▼

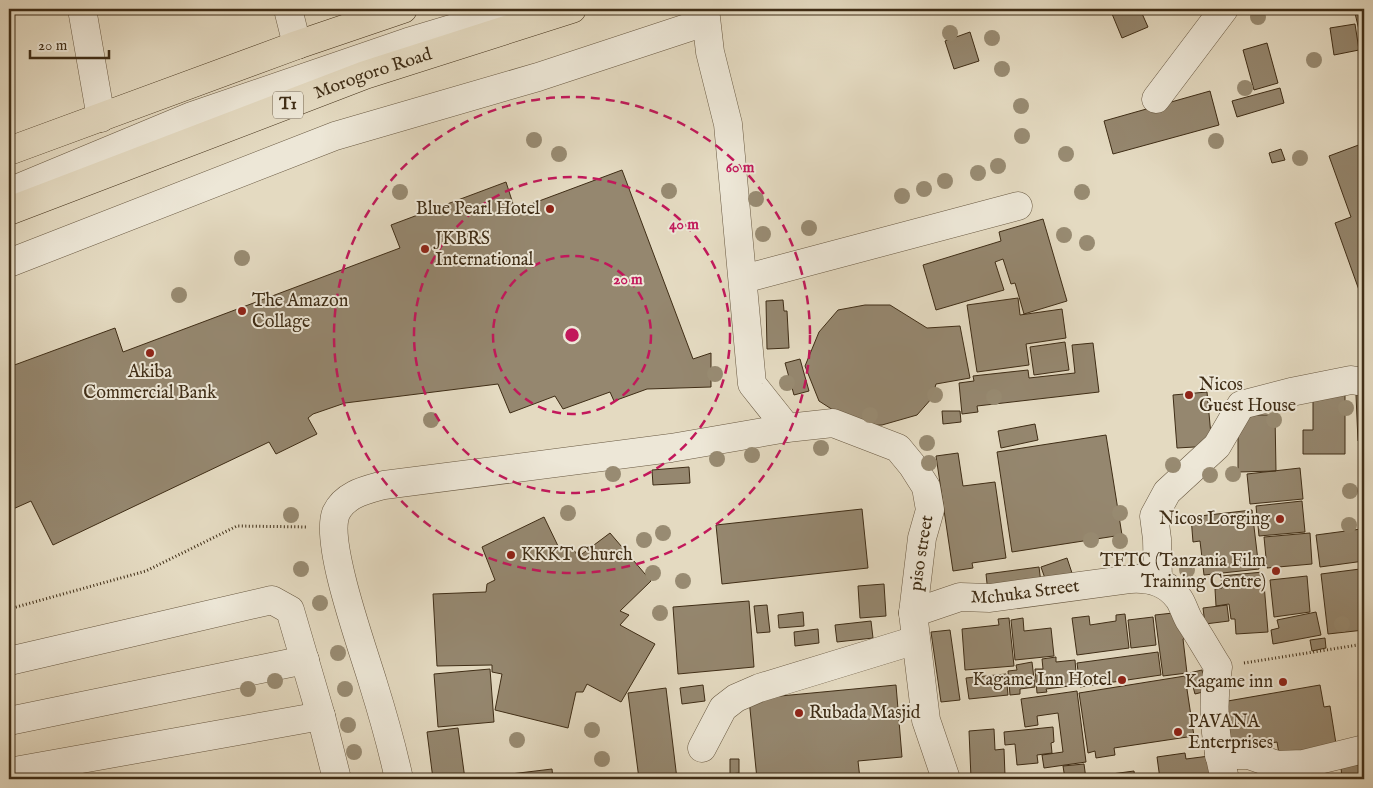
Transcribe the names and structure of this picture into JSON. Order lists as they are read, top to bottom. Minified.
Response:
{"streets":{"highway":["Morogoro Road","T1"],"street":["piso street","Mchuka Street"]},"crossings":[["piso street","Mchuka Street"]],"places":["Blue Pearl Hotel","JKBRS International","The Amazon Collage","Akiba Commercial Bank","Nicos Guest House","Nicos Lorging","KKKT Church","TFTC (Tanzania Film Training Centre)","Kagame Inn Hotel","Kagame inn","Rubada Masjid","PAVANA Enterprises"],"scale_bar":"20 m","rings":["60 m","40 m","20 m"]}
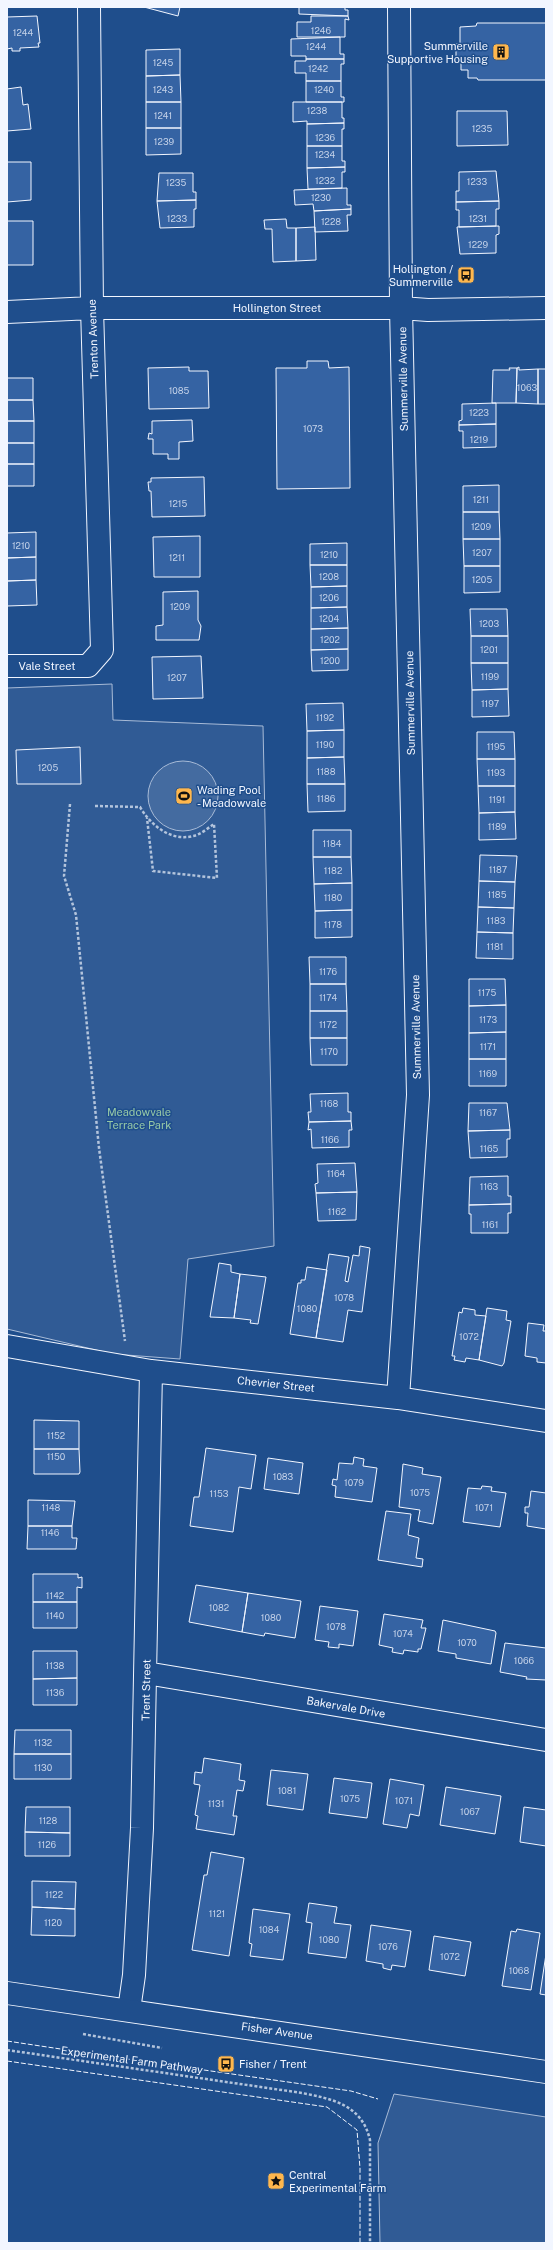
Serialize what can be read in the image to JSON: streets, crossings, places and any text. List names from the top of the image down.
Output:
{
  "streets": {
    "street": [
      "Hollington Street",
      "Trenton Avenue",
      "Summerville Avenue",
      "Vale Street",
      "Chevrier Street",
      "Trent Street",
      "Bakervale Drive",
      "Fisher Avenue"
    ],
    "path": ["Experimental Farm Pathway"]
  },
  "crossings": [
    ["Hollington Street", "Trenton Avenue"],
    ["Hollington Street", "Summerville Avenue"],
    ["Trenton Avenue", "Vale Street"],
    ["Summerville Avenue", "Chevrier Street"],
    ["Chevrier Street", "Trent Street"],
    ["Trent Street", "Bakervale Drive"],
    ["Trent Street", "Fisher Avenue"]
  ],
  "parks": ["Meadowvale Terrace Park"],
  "places": {
    "building": ["Summerville Supportive Housing"],
    "bus stop": ["Hollington / Summerville", "Fisher / Trent"],
    "sports": ["Wading Pool - Meadowvale"],
    "place": ["Central Experimental Farm"]
  },
  "house_numbers": [
    "1246",
    "1244",
    "1244",
    "1245",
    "1242",
    "1243",
    "1240",
    "1238",
    "1241",
    "1235",
    "1236",
    "1239",
    "1234",
    "1232",
    "1233",
    "1235",
    "1230",
    "1233",
    "1231",
    "1228",
    "1229",
    "1063",
    "1085",
    "1223",
    "1073",
    "1219",
    "1211",
    "1215",
    "1209",
    "1210",
    "1207",
    "1210",
    "1211",
    "1208",
    "1205",
    "1206",
    "1209",
    "1204",
    "1203",
    "1202",
    "1201",
    "1200",
    "1199",
    "1207",
    "1197",
    "1192",
    "1190",
    "1195",
    "1205",
    "1188",
    "1193",
    "1186",
    "1191",
    "1189",
    "1184",
    "1187",
    "1182",
    "1185",
    "1180",
    "1183",
    "1178",
    "1181",
    "1176",
    "1175",
    "1174",
    "1173",
    "1172",
    "1171",
    "1170",
    "1169",
    "1168",
    "1167",
    "1166",
    "1165",
    "1164",
    "1163",
    "1162",
    "1161",
    "1078",
    "1080",
    "1072",
    "1152",
    "1150",
    "1083",
    "1079",
    "1075",
    "1153",
    "1148",
    "1071",
    "1146",
    "1142",
    "1082",
    "1140",
    "1080",
    "1078",
    "1074",
    "1070",
    "1066",
    "1138",
    "1136",
    "1132",
    "1130",
    "1081",
    "1075",
    "1071",
    "1131",
    "1067",
    "1128",
    "1126",
    "1122",
    "1121",
    "1120",
    "1084",
    "1080",
    "1076",
    "1072",
    "1068"
  ]
}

▲

- **WHAT YOU ARE ASKED TO DO**
Each entry must be retyped word for word, with every image omitted.

- **RESULT BELOW**
Transcribe the names and structure of this picture into JSON. Order lists as they are read, top to bottom. Minified.
Response:
{"streets":{"highway":["Morogoro Road","T1"],"street":["piso street","Mchuka Street"]},"crossings":[["piso street","Mchuka Street"]],"places":["Blue Pearl Hotel","JKBRS International","The Amazon Collage","Akiba Commercial Bank","Nicos Guest House","Nicos Lorging","KKKT Church","TFTC (Tanzania Film Training Centre)","Kagame Inn Hotel","Kagame inn","Rubada Masjid","PAVANA Enterprises"],"scale_bar":"20 m","rings":["60 m","40 m","20 m"]}
Serialize what can be read in the image to JSON: streets, crossings, places and any text. List names from the top of the image down.
Output:
{
  "streets": {
    "street": [
      "Hollington Street",
      "Trenton Avenue",
      "Summerville Avenue",
      "Vale Street",
      "Chevrier Street",
      "Trent Street",
      "Bakervale Drive",
      "Fisher Avenue"
    ],
    "path": ["Experimental Farm Pathway"]
  },
  "crossings": [
    ["Hollington Street", "Trenton Avenue"],
    ["Hollington Street", "Summerville Avenue"],
    ["Trenton Avenue", "Vale Street"],
    ["Summerville Avenue", "Chevrier Street"],
    ["Chevrier Street", "Trent Street"],
    ["Trent Street", "Bakervale Drive"],
    ["Trent Street", "Fisher Avenue"]
  ],
  "parks": ["Meadowvale Terrace Park"],
  "places": {
    "building": ["Summerville Supportive Housing"],
    "bus stop": ["Hollington / Summerville", "Fisher / Trent"],
    "sports": ["Wading Pool - Meadowvale"],
    "place": ["Central Experimental Farm"]
  },
  "house_numbers": [
    "1246",
    "1244",
    "1244",
    "1245",
    "1242",
    "1243",
    "1240",
    "1238",
    "1241",
    "1235",
    "1236",
    "1239",
    "1234",
    "1232",
    "1233",
    "1235",
    "1230",
    "1233",
    "1231",
    "1228",
    "1229",
    "1063",
    "1085",
    "1223",
    "1073",
    "1219",
    "1211",
    "1215",
    "1209",
    "1210",
    "1207",
    "1210",
    "1211",
    "1208",
    "1205",
    "1206",
    "1209",
    "1204",
    "1203",
    "1202",
    "1201",
    "1200",
    "1199",
    "1207",
    "1197",
    "1192",
    "1190",
    "1195",
    "1205",
    "1188",
    "1193",
    "1186",
    "1191",
    "1189",
    "1184",
    "1187",
    "1182",
    "1185",
    "1180",
    "1183",
    "1178",
    "1181",
    "1176",
    "1175",
    "1174",
    "1173",
    "1172",
    "1171",
    "1170",
    "1169",
    "1168",
    "1167",
    "1166",
    "1165",
    "1164",
    "1163",
    "1162",
    "1161",
    "1078",
    "1080",
    "1072",
    "1152",
    "1150",
    "1083",
    "1079",
    "1075",
    "1153",
    "1148",
    "1071",
    "1146",
    "1142",
    "1082",
    "1140",
    "1080",
    "1078",
    "1074",
    "1070",
    "1066",
    "1138",
    "1136",
    "1132",
    "1130",
    "1081",
    "1075",
    "1071",
    "1131",
    "1067",
    "1128",
    "1126",
    "1122",
    "1121",
    "1120",
    "1084",
    "1080",
    "1076",
    "1072",
    "1068"
  ]
}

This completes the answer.